__Directions__:
The data should be printed again, exactly.

(Data entries)
---

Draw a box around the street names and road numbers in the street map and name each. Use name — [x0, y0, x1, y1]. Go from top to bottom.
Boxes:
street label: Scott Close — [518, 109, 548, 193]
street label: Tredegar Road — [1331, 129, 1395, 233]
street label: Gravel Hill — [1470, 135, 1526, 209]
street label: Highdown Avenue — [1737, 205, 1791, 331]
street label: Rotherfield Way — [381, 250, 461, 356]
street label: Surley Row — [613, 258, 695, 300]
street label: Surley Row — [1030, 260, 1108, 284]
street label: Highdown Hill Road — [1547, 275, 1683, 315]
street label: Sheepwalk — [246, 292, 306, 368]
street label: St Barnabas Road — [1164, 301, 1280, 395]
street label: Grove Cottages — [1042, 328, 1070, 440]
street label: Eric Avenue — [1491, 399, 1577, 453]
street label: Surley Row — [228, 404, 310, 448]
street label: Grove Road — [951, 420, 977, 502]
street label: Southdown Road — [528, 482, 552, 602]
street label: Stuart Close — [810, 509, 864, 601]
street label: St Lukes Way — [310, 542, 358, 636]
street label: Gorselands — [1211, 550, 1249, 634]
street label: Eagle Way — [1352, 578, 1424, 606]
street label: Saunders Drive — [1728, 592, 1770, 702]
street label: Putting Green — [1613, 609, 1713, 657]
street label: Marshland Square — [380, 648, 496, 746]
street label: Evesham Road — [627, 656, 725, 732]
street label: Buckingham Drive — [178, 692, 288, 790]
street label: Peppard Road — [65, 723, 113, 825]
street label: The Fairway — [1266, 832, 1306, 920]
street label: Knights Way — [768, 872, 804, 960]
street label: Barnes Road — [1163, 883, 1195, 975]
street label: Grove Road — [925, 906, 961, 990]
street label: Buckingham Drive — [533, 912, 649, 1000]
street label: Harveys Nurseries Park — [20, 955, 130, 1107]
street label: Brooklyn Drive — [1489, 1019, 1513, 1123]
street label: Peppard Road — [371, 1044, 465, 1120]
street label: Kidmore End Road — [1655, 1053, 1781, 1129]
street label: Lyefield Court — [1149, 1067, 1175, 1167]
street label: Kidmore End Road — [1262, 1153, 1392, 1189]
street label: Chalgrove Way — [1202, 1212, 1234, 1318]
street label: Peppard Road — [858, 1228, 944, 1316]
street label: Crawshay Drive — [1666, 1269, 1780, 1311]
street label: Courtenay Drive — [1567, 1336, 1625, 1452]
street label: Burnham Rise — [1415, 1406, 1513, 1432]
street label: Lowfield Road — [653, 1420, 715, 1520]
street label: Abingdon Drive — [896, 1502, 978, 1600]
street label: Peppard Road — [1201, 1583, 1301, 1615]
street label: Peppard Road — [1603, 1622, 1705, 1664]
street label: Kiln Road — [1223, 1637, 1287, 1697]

---

__Written solution__:
Draw a box around the street names and road numbers in the street map and name each. Use name — [x0, y0, x1, y1]. Go from top to bottom.
Boxes:
street label: Scott Close — [518, 109, 548, 193]
street label: Tredegar Road — [1331, 129, 1395, 233]
street label: Gravel Hill — [1470, 135, 1526, 209]
street label: Highdown Avenue — [1737, 205, 1791, 331]
street label: Rotherfield Way — [381, 250, 461, 356]
street label: Surley Row — [613, 258, 695, 300]
street label: Surley Row — [1030, 260, 1108, 284]
street label: Highdown Hill Road — [1547, 275, 1683, 315]
street label: Sheepwalk — [246, 292, 306, 368]
street label: St Barnabas Road — [1164, 301, 1280, 395]
street label: Grove Cottages — [1042, 328, 1070, 440]
street label: Eric Avenue — [1491, 399, 1577, 453]
street label: Surley Row — [228, 404, 310, 448]
street label: Grove Road — [951, 420, 977, 502]
street label: Southdown Road — [528, 482, 552, 602]
street label: Stuart Close — [810, 509, 864, 601]
street label: St Lukes Way — [310, 542, 358, 636]
street label: Gorselands — [1211, 550, 1249, 634]
street label: Eagle Way — [1352, 578, 1424, 606]
street label: Saunders Drive — [1728, 592, 1770, 702]
street label: Putting Green — [1613, 609, 1713, 657]
street label: Marshland Square — [380, 648, 496, 746]
street label: Evesham Road — [627, 656, 725, 732]
street label: Buckingham Drive — [178, 692, 288, 790]
street label: Peppard Road — [65, 723, 113, 825]
street label: The Fairway — [1266, 832, 1306, 920]
street label: Knights Way — [768, 872, 804, 960]
street label: Barnes Road — [1163, 883, 1195, 975]
street label: Grove Road — [925, 906, 961, 990]
street label: Buckingham Drive — [533, 912, 649, 1000]
street label: Harveys Nurseries Park — [20, 955, 130, 1107]
street label: Brooklyn Drive — [1489, 1019, 1513, 1123]
street label: Peppard Road — [371, 1044, 465, 1120]
street label: Kidmore End Road — [1655, 1053, 1781, 1129]
street label: Lyefield Court — [1149, 1067, 1175, 1167]
street label: Kidmore End Road — [1262, 1153, 1392, 1189]
street label: Chalgrove Way — [1202, 1212, 1234, 1318]
street label: Peppard Road — [858, 1228, 944, 1316]
street label: Crawshay Drive — [1666, 1269, 1780, 1311]
street label: Courtenay Drive — [1567, 1336, 1625, 1452]
street label: Burnham Rise — [1415, 1406, 1513, 1432]
street label: Lowfield Road — [653, 1420, 715, 1520]
street label: Abingdon Drive — [896, 1502, 978, 1600]
street label: Peppard Road — [1201, 1583, 1301, 1615]
street label: Peppard Road — [1603, 1622, 1705, 1664]
street label: Kiln Road — [1223, 1637, 1287, 1697]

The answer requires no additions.